$30
CSC263 Problem Set 2
Instructions
• You do not need to work with the same partner that you had for PS1. Both group members in
a partnership are responsible for what is submitted for every question. Partners are advised to
work together on every question – not to divide the questions between you.
• Solutions must be typeset electronically, and submitted to MarkUs as a PDF with the filename
ps2.pdf Although completely handwritten submissions will receive a grade of zero, you are
welcome to draw the diagram required in question 1 by hand and include the scanned picture in
your PDF file.
• Your submitted file should not be larger than 9MB. Your file might exceed this limit if you use
a word processor like Microsoft Word to create a PDF; if it does, you should look into PDF
compression tools to make your PDF smaller, although please make sure that your PDF is still
legible before submitting!
• The work you submit must be that of your group; you may not use or copy from the work of
other groups, or from external sources like websites or textbooks. We recognize that although
it should not be necessary to do so, students may wish to read a different textbook or reference
material about course topics. This is not prohibited, but you must declare it. (See the next
bullet.) All the information you need has been covered in lectures and/or in our textbook.

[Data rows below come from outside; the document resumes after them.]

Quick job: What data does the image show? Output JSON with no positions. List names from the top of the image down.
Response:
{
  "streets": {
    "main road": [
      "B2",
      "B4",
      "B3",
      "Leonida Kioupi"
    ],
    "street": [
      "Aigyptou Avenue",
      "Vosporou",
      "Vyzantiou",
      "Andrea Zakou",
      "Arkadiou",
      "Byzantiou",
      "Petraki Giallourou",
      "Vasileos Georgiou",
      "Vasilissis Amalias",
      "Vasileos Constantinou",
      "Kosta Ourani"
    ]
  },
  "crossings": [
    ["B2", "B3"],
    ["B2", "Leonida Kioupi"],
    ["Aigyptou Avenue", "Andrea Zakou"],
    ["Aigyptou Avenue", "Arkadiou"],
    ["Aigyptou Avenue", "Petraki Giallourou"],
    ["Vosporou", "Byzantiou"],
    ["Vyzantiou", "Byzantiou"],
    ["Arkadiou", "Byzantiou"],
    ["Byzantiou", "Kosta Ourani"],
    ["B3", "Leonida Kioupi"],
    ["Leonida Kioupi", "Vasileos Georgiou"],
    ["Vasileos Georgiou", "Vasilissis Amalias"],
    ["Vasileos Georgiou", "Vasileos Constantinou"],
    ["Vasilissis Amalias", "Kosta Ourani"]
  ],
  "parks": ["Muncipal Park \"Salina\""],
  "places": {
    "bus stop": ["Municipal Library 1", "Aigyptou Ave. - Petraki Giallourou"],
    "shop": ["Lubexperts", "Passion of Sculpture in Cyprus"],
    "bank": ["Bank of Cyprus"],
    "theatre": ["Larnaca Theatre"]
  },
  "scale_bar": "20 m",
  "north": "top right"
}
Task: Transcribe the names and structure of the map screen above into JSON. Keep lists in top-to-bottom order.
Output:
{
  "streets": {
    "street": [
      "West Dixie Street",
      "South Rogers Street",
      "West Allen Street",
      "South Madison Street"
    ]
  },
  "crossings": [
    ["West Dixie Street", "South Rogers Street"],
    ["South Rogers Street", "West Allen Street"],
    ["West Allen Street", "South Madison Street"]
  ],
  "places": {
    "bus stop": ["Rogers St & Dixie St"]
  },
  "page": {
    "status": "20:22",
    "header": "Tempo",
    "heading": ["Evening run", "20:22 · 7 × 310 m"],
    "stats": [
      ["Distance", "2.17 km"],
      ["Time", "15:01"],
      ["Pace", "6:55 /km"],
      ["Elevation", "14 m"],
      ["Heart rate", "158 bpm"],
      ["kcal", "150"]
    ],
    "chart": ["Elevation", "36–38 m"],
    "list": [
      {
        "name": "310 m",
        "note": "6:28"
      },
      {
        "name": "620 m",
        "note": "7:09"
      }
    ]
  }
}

• On the front page of your submission, you must list every source of information you used to
complete this homework (other than your lecture notes, our textbook, or conversations from office
hours or lectures). For example, indicate clearly the name of every student from another group
with whom you had any discussions, the title and sections of every textbook you consulted
(excluding the course textbook), the source of every web document you used or website you
visited (other than our own CSC263 site.)
• Questions 1 and 3 will each be worth approximately 25% of the marks. Questions 2 and 4 will
each be worth approximately 20% of the marks. Question 5 is worth the remainder.
• Throughout all questions in this assignment, your algorithms may simply call any
algorithm discussed in class or in the textbook. If you would like to use a variant
of one of these algorithms, do not rewrite the entire algorithm, but simply explain
how your algorithm differs from that known algorithm.
1
Question 1
In this question you will design a data structure to support the following ADT.
Data A collection of Piazza posts for a course where each post has at least the following fields 1
• postID: a unique integer identifying a post within the course
• date: the date when the post was initially created 2
• views: an integer giving the total number of times this post has been viewed
Operations Each of these operations must run in worst-case O log(n) time where n is the number of Piazza
posts in the collection.
• Insert(postID, date, views) Add an item with these values to the collection. If an
item with postID already exists in the collection, calling Insert updates the views but
does not change the date.
• Delete(postID) Remove this item from the collection.
• Search(postID) Return the information in the collection about this post.
• MaxViewedAfter(earliest date) Of all posts on or after earliest date, return
the postID of the one that has the most views. If multiple posts meet the date criteria
and are tied for the most views, return any one of them.
(a) Describe the data structure you will use to implement this ADT. If your solution uses an augmentation of one or more standard data structures, be clear about any extra information that
will be stored.
(b) Draw a diagram of your data structure with the following values already inserted (in any order
you wish).
postID date views
202 1/15/21 30
183 1/29/21 547
464 2/14/21 49
466 2/16/21 49
95 2/17/21 20
Notice that the postIDs do not increase with increasing date in this example. It
appears that Piazza may typically always have increasing postIDs as time passes,
but you shouldn’t assume that this will be the case in the future. Don’t count on
this for your solution.
(c) Describe the algorithm for Insert and justify that it runs in O(log(n)) time.
(d) Describe the algorithm for Delete and justify that it runs in O(log(n)) time.
(e) Describe the algorithm for Search and justify that it runs in O(log(n)) time.
(f) Provide pseudocode for MaxViewedAfter and justify that it runs in O(log(n)) time.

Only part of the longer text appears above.